Ranging from hospitals to tube stations, the firing of tear gas in confined and unventilated spaces raised public concerns. The United Nations Human Rights Guidance on Less-Lethal Weapons in Law Enforcement (UNHR LLW Guidance) stipulated the prohibition of employing tear gas in enclosed spaces owing to the potentially lethal implications from asphyxiation (Guidance on Less-Lethal Weapons in Law Enforcement. 2020). Nevertheless, in Omdurman, panic and chaos erupted as government forces shot tear gas inside hospitals (Anon., 2019b); in Hong Kong, Kwai Fong tube station was flooded with the irritant as police deployed multiple barrages without prior warnings (Hu & Kine, 2019). The indiscriminate nature of the riot control agent aggravates ramifications of both incidents — it harms everyone regardless of whether they are protestors or bystanders, patients or commuters. Notably, the lack of adequate protective gear often makes non-protestors more vulnerable to such chemicals (Williams, Fiorante & Wong, 2020).

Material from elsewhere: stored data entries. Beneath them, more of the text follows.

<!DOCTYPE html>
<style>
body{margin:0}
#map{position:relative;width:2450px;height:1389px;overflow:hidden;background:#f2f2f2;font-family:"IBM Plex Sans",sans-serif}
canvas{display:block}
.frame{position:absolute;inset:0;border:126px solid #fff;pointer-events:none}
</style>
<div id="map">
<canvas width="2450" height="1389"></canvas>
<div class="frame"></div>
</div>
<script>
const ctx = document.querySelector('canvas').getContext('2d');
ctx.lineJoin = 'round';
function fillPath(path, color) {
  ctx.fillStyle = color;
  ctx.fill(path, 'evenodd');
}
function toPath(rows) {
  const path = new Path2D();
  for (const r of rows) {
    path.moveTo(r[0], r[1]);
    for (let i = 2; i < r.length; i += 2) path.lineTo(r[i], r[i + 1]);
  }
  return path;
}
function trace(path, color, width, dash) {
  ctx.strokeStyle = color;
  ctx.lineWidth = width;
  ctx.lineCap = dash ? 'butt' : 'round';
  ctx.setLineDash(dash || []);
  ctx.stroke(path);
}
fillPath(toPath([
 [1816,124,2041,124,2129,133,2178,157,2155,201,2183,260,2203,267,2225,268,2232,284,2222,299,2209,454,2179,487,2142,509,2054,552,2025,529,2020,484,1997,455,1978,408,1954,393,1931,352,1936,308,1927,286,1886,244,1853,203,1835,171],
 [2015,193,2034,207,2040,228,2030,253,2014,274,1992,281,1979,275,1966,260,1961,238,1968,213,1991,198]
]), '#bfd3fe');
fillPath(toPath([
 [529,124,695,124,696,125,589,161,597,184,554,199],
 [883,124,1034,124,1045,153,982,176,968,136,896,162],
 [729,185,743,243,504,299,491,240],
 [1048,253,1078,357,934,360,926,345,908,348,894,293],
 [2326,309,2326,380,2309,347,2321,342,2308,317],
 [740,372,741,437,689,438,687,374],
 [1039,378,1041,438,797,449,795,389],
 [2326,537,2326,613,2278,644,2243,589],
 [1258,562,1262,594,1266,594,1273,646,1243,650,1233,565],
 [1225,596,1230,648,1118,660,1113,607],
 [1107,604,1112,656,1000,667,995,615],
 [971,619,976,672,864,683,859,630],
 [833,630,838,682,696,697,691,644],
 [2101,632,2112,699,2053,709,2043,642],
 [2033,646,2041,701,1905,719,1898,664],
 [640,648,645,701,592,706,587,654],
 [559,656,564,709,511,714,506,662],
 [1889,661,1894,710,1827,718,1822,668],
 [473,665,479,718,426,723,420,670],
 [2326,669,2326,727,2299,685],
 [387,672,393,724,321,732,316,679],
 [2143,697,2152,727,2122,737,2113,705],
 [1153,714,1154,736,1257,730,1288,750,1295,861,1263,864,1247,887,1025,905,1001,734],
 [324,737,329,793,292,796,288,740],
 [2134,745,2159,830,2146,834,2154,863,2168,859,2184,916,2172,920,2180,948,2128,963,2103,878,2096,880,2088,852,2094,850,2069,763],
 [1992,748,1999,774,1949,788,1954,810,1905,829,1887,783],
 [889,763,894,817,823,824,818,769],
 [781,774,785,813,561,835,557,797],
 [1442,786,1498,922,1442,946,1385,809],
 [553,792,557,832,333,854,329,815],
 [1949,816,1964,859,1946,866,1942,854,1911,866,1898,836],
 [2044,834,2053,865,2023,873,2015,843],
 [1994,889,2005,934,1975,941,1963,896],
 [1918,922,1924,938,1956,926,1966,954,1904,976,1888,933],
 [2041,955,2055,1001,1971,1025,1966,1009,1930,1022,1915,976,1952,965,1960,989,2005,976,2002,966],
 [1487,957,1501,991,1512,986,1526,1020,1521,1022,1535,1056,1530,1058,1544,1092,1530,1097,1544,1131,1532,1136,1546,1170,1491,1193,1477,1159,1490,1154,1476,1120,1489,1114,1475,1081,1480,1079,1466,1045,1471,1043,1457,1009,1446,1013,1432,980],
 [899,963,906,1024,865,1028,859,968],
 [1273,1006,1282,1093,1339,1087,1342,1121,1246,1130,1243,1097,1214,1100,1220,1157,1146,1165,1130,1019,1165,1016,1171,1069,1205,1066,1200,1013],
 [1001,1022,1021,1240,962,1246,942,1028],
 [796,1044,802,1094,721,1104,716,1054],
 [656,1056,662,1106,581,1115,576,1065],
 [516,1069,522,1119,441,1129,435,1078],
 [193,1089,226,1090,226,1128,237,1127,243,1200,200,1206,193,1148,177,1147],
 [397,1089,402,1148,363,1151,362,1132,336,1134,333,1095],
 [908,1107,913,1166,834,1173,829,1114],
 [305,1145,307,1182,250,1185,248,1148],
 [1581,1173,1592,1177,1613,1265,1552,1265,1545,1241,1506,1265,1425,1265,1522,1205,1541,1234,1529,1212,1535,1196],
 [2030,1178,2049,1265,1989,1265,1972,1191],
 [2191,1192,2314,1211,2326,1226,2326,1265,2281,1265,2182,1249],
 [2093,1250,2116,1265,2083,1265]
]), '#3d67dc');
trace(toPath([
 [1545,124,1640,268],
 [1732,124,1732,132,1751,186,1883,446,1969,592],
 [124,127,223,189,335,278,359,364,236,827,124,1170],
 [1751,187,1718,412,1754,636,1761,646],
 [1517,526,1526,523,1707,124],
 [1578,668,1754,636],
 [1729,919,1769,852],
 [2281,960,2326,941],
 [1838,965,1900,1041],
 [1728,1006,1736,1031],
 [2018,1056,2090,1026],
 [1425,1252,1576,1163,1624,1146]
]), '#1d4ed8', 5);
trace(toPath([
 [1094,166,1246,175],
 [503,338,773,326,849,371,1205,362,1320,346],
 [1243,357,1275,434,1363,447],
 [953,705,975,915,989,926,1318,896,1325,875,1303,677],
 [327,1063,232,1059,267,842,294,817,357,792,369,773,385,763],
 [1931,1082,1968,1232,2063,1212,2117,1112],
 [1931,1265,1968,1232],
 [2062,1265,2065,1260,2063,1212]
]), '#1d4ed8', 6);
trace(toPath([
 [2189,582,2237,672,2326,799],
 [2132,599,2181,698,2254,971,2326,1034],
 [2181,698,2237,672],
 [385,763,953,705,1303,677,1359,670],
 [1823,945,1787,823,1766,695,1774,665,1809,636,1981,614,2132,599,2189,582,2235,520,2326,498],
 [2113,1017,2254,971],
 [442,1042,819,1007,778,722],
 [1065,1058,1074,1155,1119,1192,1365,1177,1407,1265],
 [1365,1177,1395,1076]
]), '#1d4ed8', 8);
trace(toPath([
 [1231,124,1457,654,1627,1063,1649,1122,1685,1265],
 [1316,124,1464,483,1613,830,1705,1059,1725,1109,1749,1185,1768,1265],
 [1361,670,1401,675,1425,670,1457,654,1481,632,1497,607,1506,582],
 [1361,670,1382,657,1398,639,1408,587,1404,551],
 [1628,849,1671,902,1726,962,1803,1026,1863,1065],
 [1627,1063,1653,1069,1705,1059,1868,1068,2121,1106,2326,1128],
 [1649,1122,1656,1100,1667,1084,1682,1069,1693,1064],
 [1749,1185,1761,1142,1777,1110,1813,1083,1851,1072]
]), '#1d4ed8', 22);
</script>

Excessive quantities and more powerful variations of tear gas used by authorities have heightened discussions, especially regarding the associated fatal exacerbations of health complications (Williams, Fiorante & Wong, 2020). The UNHR LLW Guidance specified avoidance of repeated or prolonged exposure to the chemical agent (Human rights watch, 2020), yet investigations revealed the compiled cases of its unlawful use. In Beirut, journalists counted the launching of 30 canisters of tear gas within a single minute, as security forces fired simultaneously (Anon., 2019a). During the Arab Spring in the 2010s, Egyptian military junta employed a stronger form of conventional tear gas, causing multiple incidences of convulsions and unconsciousness amidst individuals exposed (Beaumont & Domokos, 2011). Direct firings of tear gas aimed at individuals in Chile (Jenner, 2019), Ecuador (Anon., 2020a) and Caracas (Anon., 2020b) further intensified debates, as such projectiles could lead to serious injuries or even death from impact trauma (Human rights watch, 2020).

Disputes concerning the abuse of tear gas point at the ineffectiveness of guidelines and policies that are currently in place. Studies show that business interests of tear gas suppliers, such as Condor, and government and military priorities on crowd control appear to outweigh medical and human rights considerations when it comes to regulating the use of tear gas (Feigenbaum, 2015). Apprehension adds up as legal bindings of UNHR declarations depend on its ratification by domestic jurisdictions (Willmott-Harrop, 2001). It is therefore difficult to uphold law enforcements accountable for their violations of UNHR LLW Guidance and fundamental human rights (Williams, Fiorante & Wong, 2020). In addition, the ambiguities on legislations with regards to tear gas, including the lack of specifics on necessity and proportionality along with insufficient potent consequences and sanctions, allows diversified interpretations and limits disincentive to use the riot control agent respectively, hence hindering their effectiveness (Levy & Wilcken, 2020).

So, what is tear gas for? The question often lies not with ‘whether tear gas can be used’, but instead with ‘to what extent can they be used?’. As the irritant transforms from military munitions to riot control agents, the answer remains yet to be determined by subjective interpretations. The contrasting views of officers and demonstrators give different perspectives of considerations in social stability, health risks and democracy. Further legislations and investigations on tear gas manufacturing and usage would have to be established, in order to reset the imbalance between its function in crowd control, its related health concerns and the protection of basic human rights.